A second lesson was this: One training pathway won't serve all needs. Some people came who had never turned on a PC. Others arrived with ample experience. In the future, the researchers advised, it would be better to offer modules that participants can pick and choose from, depending on their level of expertise.

Third, giving access to the internet helps. Based on data provided by Kajeet and generated by the hotspot devices handed out, the researchers found that students were "actively using their hotspots throughout the course of the program in both years to access academic websites." As a result, they experienced improvements in their digital literacy skills. However, nearly three-quarters of the sites (73 percent) that students wanted to visit were blocked because of the existence of advertisements or the presence of streaming music or video. Why block social media sites? Because the hotspots came with limited data, Huggins explained, "and if students were watching videos, then they would use up their daily amount of data pretty quickly." Rarely did students attempt to visit truly inappropriate sites.

Fourth, local libraries can play a major role in helping fill the digital divide. The partnership boosted awareness of library resources for the residents and educators. For example, said Huggins, one principal told her that as a result of the program, she'll begin using the library more often, recommend it to her students and view it as a "potential partner."

A Tip List

Huggins offered several tips for others who want to address the digital divide in their own communities:

  • Make sure you understand the area and the population you serve, including the barriers they face and the value they'd see in the programs you might want to offer.

  • Identify the community resources and partners available to help you address the problems. This will help with sustainability, Huggins pointed out, and will increase buy-in for your efforts among the participants.

  • Identify possible service providers and their coverage upfront. Understand where the gaps in coverage exist, whether by driving to each location and checking it out for yourself or scrutinizing coverage maps.

  • Advertise the program in ways that will reach the target audience. Attend back-to-school nights and health fairs, place posters in doctors' offices, preschools and other local businesses. Send information home with students, via flyers, texts and emails.

  • Never give up on delivering high-speed internet. The project found that 77 percent of families would adopt broadband in their homes if the cost were less than $35 per month.

  • Use your libraries. Not only do they already have systems and processes in place to check out digital devices, but they also have staff that are used to providing community outreach and training and are "already seen as a source of community support." Plus, the relationship you build with the library is a reciprocal one. "In the digital age public libraries are really trying to find ways to keep themselves relevant and so providing programs like this helps to ensure that they're staying connected in their communities," said Huggins,

  • Go in with a sustainability mindset. Make sure there are alternatives waiting in the wings to ensure continuity, whether that's new sources of funding or new partners to pick up the slack. That could be libraries or Boys and Girls Clubs or other organizations that want to address the needs of underserved communities.
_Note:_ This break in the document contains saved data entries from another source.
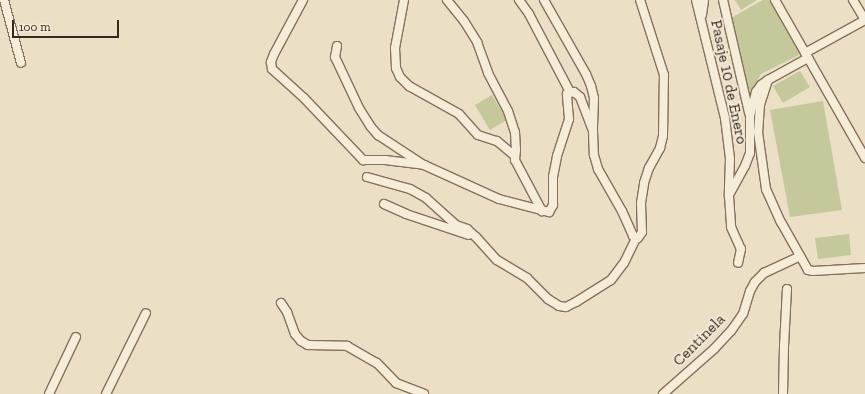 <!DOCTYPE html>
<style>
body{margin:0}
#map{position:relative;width:865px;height:394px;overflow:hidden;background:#ebdfc6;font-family:"Zilla Slab",serif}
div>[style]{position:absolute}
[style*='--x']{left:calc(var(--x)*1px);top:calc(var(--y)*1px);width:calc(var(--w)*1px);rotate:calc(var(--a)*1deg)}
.green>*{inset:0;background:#c4c89b}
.roads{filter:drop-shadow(1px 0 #85715d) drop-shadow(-1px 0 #85715d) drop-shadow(0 1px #85715d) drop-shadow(0 -1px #85715d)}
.minor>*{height:8px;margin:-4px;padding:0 4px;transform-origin:4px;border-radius:4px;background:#f6edd9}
span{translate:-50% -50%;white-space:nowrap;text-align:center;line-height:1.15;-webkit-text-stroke:3.5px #f3e9d5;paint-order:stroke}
.street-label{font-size:16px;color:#362a20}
.scale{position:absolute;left:12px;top:20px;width:107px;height:18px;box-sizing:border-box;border:2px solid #362a20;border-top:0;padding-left:5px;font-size:12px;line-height:14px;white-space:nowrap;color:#362a20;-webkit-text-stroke:3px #f3e9d5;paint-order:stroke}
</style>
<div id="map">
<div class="green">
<i style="clip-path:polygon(735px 0,757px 0,741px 10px)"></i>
<i style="clip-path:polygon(763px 0,771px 0,801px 54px,761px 74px,752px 90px,748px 91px,729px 19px)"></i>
<i style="clip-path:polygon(800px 71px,810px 87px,783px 103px,773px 86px)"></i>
<i style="clip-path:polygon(492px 95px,507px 120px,490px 130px,475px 105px)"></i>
<i style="clip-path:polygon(823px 101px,842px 210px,790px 217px,770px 110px)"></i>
<i style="clip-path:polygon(849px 234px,851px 255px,818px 259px,815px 238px)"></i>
</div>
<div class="roads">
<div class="minor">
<i style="--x:4;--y:0;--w:65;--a:74.9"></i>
<i style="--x:303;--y:0;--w:61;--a:118.2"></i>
<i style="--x:274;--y:54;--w:9;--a:111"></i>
<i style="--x:271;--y:62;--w:7;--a:82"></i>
<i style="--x:272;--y:69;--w:43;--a:42.2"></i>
<i style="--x:304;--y:98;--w:86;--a:46.4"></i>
<i style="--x:363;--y:160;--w:22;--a:0"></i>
<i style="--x:385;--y:160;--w:39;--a:7"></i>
<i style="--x:424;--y:165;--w:82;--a:24.4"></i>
<i style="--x:499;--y:199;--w:52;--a:14.6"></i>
<i style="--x:549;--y:212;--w:8;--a:-60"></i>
<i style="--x:553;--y:205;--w:28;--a:-90"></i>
<i style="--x:553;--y:177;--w:21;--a:-79"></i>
<i style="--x:557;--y:156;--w:39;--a:-72"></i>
<i style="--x:569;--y:119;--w:25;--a:-95"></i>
<i style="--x:567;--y:94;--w:7;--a:-16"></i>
<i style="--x:574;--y:92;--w:8;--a:40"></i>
<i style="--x:580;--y:97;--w:36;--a:69"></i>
<i style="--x:593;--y:131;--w:24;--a:88"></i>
<i style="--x:594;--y:155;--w:15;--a:74"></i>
<i style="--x:598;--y:169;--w:48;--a:60.3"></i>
<i style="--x:622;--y:211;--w:27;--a:66"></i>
<i style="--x:633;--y:236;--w:5;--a:22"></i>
<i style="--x:638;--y:238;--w:7;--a:-56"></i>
<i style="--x:642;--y:232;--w:29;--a:-92"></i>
<i style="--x:641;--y:203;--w:20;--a:-81"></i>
<i style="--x:644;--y:183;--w:16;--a:-72"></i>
<i style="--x:649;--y:168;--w:23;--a:-61"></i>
<i style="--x:660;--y:148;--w:12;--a:-76"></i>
<i style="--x:663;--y:136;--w:61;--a:-89.1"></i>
<i style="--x:664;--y:75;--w:79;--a:-107.7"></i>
<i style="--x:404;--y:0;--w:49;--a:100.6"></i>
<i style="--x:395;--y:48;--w:20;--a:87"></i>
<i style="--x:396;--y:68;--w:10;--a:66"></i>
<i style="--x:400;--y:77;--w:13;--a:45"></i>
<i style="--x:409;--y:86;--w:57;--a:29.2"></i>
<i style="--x:459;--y:114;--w:28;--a:48"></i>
<i style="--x:478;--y:135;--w:20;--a:18"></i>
<i style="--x:497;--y:141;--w:23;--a:40"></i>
<i style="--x:447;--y:0;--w:27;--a:51"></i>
<i style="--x:464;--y:21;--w:25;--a:58"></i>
<i style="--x:477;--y:42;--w:33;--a:70"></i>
<i style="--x:488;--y:73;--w:43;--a:62.2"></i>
<i style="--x:508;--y:111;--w:22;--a:72"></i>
<i style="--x:515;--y:132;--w:18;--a:87"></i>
<i style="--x:516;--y:150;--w:10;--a:96"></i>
<i style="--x:515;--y:160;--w:58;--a:62.1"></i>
<i style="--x:519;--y:0;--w:17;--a:54"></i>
<i style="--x:529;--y:14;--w:88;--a:62.3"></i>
<i style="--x:544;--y:0;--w:85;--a:60.4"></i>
<i style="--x:586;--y:74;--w:13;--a:67"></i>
<i style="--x:591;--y:86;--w:12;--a:76"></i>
<i style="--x:594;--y:98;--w:30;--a:92"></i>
<i style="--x:696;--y:0;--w:122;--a:76.2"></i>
<i style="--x:725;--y:118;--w:41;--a:83"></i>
<i style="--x:730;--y:159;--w:37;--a:92"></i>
<i style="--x:729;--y:196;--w:31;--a:86"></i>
<i style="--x:731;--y:227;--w:24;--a:66"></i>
<i style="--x:741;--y:249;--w:14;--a:102"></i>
<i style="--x:723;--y:0;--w:116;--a:77"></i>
<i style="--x:775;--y:0;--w:182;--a:60.3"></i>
<i style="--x:853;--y:0;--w:23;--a:59"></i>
<i style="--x:702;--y:15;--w:15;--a:-82"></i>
<i style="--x:337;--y:46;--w:11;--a:100"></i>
<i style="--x:335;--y:57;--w:56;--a:64.8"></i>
<i style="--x:359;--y:108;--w:22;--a:58"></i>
<i style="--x:371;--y:127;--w:11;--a:49"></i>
<i style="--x:378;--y:135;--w:53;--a:33.4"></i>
<i style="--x:805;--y:53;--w:68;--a:-28.8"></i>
<i style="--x:768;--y:80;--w:26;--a:108"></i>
<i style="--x:760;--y:105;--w:27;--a:94"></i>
<i style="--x:758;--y:132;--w:58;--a:82"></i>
<i style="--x:766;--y:189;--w:36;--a:66"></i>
<i style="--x:781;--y:222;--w:55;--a:60.6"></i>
<i style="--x:808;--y:270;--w:5;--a:11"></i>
<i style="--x:813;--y:271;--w:52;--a:-3.3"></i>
<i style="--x:367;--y:177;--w:45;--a:15.6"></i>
<i style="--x:410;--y:189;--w:18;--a:29"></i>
<i style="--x:426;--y:198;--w:40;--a:42"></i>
<i style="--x:456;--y:225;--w:12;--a:20"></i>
<i style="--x:467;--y:229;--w:12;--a:42"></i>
<i style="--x:476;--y:237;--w:31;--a:48"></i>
<i style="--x:497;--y:260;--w:35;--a:31"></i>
<i style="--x:527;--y:278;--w:30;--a:45"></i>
<i style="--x:548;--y:299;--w:13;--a:32"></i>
<i style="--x:559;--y:306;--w:7;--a:8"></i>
<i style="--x:566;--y:307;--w:11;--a:-27"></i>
<i style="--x:576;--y:302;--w:41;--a:-32.2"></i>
<i style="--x:611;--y:280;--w:21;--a:-53"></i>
<i style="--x:624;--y:263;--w:28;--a:-64"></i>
<i style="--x:730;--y:193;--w:31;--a:-61"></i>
<i style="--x:745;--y:166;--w:14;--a:-69"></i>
<i style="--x:750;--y:153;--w:37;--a:-90"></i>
<i style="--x:750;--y:116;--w:25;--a:-76"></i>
<i style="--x:756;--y:92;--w:9;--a:-54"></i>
<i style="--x:761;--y:85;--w:9;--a:-36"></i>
<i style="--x:768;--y:80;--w:46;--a:-28.8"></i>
<i style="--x:384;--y:204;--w:24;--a:24"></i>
<i style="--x:406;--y:214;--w:66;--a:18.4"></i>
<i style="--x:281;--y:303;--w:11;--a:56"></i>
<i style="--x:287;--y:312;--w:23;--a:70"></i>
<i style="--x:295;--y:334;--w:9;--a:49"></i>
<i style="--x:301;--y:341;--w:8;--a:30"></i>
<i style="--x:308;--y:345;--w:39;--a:1"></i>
<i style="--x:347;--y:346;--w:34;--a:30"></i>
<i style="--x:377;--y:363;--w:28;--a:46"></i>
<i style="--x:396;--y:383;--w:30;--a:21"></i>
<i style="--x:49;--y:394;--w:63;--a:-64.7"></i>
<i style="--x:106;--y:394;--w:90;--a:-63.7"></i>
<i style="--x:663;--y:394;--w:68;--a:-41.4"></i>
<i style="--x:714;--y:349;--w:25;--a:-47"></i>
<i style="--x:731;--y:331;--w:21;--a:-55"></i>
<i style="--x:743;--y:314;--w:24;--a:-73"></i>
<i style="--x:750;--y:291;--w:10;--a:-61"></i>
<i style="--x:755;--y:282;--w:13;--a:-45"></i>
<i style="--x:764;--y:273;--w:40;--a:-25"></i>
<i style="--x:783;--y:394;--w:48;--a:-88.8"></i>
<i style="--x:784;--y:346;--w:57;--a:-87"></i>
</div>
</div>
<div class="street-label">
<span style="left:729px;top:82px;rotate:78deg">Pasaje 10 de Enero</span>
<span style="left:699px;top:340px;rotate:-45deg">Centinela</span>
</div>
<div class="scale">100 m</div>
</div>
"The digital divide is one of the greatest equity issues that we're facing today," Huggins asserted. "Internet is no longer a luxury for families. It's really needed for a multitude of tasks every day beyond just school work. Families need to access their health information and health services; they need community services; they get their news; they access work-related resources for working from home. And if you're applying a job now, you have to apply for them online. We connect with our family and our friends online. We do banking. We do shopping. There are very few activities that we do on a daily basis that do not now require access to the internet. And so those that lack access to high speed internet are automatically at a disadvantage."